Alte und neue Konzertsäle
Das Konzert-Musikleben findet heute entweder in den berühmten historischen Konzertsälen oder in architektonisch attraktiven, neuen Kulturzentren statt; in Wien zum Beispiel in dem berühmten alten Saal des Vereins der Musikfreunde, und in München in der modernen Philharmonie am Gasteig. Bei den alten Konzertsälen wird der Originalzustand, und damit auch die Original-Raumakustik sorgfältig erhalten. Die neuen Kulturzentren werden als kommunale Prestigebauten primär nach visuellen, „fotografierbaren“ Gesichtspunkten konzipiert. Unorthodoxe Raumformen und Proportionen sind die Regel, zum Beispiel bei der neuen Elbphilharmonie in Hamburg. Die Realisierung einer optimalen Konzertsaal-Akustik steht bei diesen Bauten nicht im Zentrum der Planung. Natürlich kümmert man sich bei den neuen Konzertsälen auch um die Raumakustik. Akustiker als Berater der Architekten sind immer mit im Spiel. Sie können aber nur korrigierend und schlimmstes verhütend, nicht aber gestaltend tätig werden. Die raumakustischen Eigenheiten eines visuell originellen Saales sind deshalb oft unbefriedigend. Die Stunde der akustischen Wahrheit schlägt dann nach der Inbetriebnahme. Typisches Beispiel ist die Philharmonie am Gasteig in München, über deren Akustik Dirigenten folgendes sagen: „für welche Sitzreihe spielen wir heute?“ (Celibidache), „forget it“ (Bernstein), „nur eine Totaloperation kann den Gasteig (akustisch) retten“ (Thielemann). Die 1962 erbaute Philharmonic Hall in New York wurde sogar abgerissen und in den siebziger Jahren durch einen anderen Bau, die Avery Fisher Hall ersetzt. In der Philharmonic Hall gab es angeblich nur einen einzigen Publikumsplatz mit einigermaßen guter Hörsamkeit.
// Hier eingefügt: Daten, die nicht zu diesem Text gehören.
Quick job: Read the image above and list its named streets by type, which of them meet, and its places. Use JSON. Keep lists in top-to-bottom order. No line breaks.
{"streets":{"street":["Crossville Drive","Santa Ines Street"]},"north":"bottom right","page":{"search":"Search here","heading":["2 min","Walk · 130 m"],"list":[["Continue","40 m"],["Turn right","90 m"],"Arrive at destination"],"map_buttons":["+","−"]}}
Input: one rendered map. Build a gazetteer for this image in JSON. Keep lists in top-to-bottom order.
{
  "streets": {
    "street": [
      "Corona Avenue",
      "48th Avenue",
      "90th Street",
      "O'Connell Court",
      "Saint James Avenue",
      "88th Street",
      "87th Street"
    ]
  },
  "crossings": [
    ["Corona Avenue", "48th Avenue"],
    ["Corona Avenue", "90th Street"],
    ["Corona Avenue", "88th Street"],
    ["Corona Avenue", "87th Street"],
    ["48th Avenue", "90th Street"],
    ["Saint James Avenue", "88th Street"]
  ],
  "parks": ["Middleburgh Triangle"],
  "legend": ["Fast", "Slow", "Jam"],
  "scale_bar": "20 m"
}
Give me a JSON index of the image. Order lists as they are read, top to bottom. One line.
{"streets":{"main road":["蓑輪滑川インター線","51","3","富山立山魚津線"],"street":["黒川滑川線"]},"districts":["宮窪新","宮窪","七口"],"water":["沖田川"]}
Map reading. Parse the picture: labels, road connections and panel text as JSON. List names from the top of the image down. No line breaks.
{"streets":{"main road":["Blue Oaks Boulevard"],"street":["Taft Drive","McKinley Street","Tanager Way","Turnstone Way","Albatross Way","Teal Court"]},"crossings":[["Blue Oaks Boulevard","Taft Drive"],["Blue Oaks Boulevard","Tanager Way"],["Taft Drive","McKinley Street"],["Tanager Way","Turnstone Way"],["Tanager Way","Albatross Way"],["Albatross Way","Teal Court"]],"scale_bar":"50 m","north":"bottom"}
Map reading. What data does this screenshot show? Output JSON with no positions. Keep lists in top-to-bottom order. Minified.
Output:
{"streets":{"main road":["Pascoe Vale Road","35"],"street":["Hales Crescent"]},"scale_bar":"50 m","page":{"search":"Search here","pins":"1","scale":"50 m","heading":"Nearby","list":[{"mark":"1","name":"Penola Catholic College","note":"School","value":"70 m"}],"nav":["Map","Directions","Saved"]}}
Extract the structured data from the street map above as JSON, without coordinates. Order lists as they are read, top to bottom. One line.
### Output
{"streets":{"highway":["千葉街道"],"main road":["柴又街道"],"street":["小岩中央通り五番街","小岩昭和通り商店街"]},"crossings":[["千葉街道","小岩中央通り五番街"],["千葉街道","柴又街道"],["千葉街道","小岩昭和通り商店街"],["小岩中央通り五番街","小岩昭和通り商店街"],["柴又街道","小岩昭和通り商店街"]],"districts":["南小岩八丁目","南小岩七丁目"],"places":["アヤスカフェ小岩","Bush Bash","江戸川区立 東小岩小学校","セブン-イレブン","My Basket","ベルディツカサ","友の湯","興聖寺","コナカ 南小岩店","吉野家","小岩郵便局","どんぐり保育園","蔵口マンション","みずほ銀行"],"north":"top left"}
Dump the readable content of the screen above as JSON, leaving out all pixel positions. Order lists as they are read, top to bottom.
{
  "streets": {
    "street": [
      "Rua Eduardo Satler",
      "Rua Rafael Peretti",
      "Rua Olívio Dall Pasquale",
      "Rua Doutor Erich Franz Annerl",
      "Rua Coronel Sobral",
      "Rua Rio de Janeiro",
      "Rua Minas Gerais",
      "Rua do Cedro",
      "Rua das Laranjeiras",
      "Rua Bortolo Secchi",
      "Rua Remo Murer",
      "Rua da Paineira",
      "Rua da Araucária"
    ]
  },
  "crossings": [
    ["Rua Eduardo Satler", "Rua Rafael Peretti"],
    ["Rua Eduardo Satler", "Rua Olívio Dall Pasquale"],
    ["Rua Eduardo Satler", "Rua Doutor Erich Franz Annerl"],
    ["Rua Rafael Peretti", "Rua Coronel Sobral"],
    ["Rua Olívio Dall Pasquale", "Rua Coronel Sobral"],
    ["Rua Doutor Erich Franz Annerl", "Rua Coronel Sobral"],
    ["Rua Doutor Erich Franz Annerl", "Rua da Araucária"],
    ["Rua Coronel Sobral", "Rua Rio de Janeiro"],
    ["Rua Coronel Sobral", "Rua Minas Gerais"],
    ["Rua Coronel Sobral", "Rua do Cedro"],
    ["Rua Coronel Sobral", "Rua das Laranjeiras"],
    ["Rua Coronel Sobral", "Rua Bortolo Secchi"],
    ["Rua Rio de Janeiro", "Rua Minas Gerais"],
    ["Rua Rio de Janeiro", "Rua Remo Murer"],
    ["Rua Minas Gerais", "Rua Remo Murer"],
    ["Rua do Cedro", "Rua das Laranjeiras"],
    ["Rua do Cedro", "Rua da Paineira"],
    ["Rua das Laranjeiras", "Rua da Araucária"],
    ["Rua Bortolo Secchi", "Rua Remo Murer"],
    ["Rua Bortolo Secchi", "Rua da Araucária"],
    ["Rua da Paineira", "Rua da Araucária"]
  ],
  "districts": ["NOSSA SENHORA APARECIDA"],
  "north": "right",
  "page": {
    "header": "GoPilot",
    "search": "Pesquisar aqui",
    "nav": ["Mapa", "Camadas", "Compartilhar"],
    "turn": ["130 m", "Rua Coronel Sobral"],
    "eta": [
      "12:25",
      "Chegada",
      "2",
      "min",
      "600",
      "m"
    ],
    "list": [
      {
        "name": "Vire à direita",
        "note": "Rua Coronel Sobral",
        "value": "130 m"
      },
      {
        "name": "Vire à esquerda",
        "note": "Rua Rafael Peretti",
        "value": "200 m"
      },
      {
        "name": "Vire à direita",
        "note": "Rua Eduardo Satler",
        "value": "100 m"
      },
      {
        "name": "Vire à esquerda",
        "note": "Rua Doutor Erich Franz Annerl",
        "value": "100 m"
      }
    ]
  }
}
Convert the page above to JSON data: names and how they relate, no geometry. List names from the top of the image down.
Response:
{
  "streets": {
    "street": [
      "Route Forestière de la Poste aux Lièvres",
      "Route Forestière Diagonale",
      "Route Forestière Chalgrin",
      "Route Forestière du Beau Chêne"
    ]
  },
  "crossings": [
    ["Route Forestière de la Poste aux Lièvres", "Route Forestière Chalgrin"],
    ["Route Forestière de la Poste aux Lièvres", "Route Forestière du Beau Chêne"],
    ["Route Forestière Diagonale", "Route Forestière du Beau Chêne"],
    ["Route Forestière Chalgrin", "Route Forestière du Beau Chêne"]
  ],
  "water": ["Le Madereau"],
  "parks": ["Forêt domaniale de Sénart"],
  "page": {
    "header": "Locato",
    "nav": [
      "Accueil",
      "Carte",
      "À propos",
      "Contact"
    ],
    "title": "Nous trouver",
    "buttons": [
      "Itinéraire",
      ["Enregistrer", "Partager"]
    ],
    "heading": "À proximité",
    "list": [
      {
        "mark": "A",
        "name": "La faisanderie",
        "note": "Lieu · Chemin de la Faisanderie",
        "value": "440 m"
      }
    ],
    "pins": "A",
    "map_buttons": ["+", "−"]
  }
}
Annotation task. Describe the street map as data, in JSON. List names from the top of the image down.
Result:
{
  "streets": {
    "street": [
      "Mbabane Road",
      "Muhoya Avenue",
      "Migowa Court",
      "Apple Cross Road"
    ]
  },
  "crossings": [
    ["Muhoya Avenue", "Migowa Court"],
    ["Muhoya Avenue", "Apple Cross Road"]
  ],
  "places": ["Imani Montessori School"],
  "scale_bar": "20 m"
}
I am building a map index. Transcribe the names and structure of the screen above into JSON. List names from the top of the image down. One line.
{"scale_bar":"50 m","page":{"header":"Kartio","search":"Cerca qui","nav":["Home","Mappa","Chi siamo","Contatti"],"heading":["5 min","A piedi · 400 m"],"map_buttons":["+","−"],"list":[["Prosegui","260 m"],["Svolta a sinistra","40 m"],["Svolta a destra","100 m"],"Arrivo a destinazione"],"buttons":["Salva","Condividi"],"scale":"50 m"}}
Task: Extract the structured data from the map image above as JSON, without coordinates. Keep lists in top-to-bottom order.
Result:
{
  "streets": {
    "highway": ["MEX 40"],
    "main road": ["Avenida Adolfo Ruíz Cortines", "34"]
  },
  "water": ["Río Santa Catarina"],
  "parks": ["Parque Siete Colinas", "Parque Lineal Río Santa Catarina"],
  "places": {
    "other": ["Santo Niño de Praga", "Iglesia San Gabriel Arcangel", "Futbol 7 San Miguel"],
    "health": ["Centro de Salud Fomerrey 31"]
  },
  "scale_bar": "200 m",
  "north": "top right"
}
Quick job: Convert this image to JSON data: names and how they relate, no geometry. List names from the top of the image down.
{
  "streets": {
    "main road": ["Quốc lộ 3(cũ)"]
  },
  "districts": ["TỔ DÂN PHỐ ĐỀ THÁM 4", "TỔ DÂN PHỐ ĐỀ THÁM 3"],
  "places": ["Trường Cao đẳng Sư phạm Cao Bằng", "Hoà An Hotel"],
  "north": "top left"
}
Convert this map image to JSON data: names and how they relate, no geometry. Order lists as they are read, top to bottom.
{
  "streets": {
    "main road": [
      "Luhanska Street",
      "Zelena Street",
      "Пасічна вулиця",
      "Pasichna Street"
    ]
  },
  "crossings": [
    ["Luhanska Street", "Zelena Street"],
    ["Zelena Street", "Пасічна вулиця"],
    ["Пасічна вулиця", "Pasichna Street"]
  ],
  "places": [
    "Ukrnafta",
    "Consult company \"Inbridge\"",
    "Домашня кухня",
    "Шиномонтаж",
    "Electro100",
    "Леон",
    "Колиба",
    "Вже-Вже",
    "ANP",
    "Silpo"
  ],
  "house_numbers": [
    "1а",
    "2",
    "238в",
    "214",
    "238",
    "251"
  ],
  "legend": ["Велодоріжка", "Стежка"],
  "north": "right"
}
Die legendären alten Konzertsäle
Die Raumakustik der alten Konzertsäle wird durchwegs positiv beurteilt. Es handelt sich fast ausnahmslos um Rechteckräume in barocker oder klassizistischer Bauart mit 8000 bis 15 000 m3 Inhalt. Der Parkettbereich ist schallabsorbierend (Publikum). Die Wände sind komplex gegliedert, einerseits großförmig (Säulen, geschweifte Balkonkante), andrerseits mit kleingliedrig gekrümmten Flächen (Ornamente, Putten, Komponistenbüsten), Unregelmäßigkeiten in der Größenordnung von Zentimetern (Stuckaturen) und schließlich noch einer feinen Strukturierung (Verputz). Die großen Wandflächen und die Decke haben eine einheitliche, geringe Schallabsorption. Dank dieser Oberflächenbeschaffenheit der Wände wird der Schall im ganzen Musik-Frequenzbereich sehr gleichmäßig verteilt, und es ergibt sich automatisch im ganzen Raum ein gleich bleibender Direktschall- und Diffusschall-Eindruck. Allfällig vorhandene, die regelmäßige Schallverteilung störenden Seitenbalkone sind schmal und wirken sich nicht wesentlich auf die Diffusität der Schallverteilung aus. Typische Beispiele sind der Saal des Vereins der Musikfreunde in Wien (gebaut 1872) und das Concertgebouw in Amsterdam (1872). Bemerkenswert ist, dass diese zwei Säle, aber auch alle anderen aus der Zeit vor dem Jahre 1900 ohne die Mitwirkung von Akustikern gebaut worden sind. Eine erstaunliche Tatsache, die sich aber erklären lässt, wenn man den Zusammenhang der Entwicklungen von Architektur und abendländischer Musik betrachtet.
Musik für die Architektur
Für die Philosophen des Mittelalters waren die Musik, und auch die gotischen Kirchen Ausdruck einer kosmischen Ordnung die sich in ganzzahligen, pythagoreischen Zahlenverhältnisse darstellen lässt. Unser Tonsystem beruht auf derartigen Zahlenverhältnissen. Das gleiche gilt auch für die Proportionen der mittelalterlichen Kirchen. Für die Philosophen war die Architektur der Spiegel einer immerwährenden Harmonie. Die Musik galt als dessen Echo.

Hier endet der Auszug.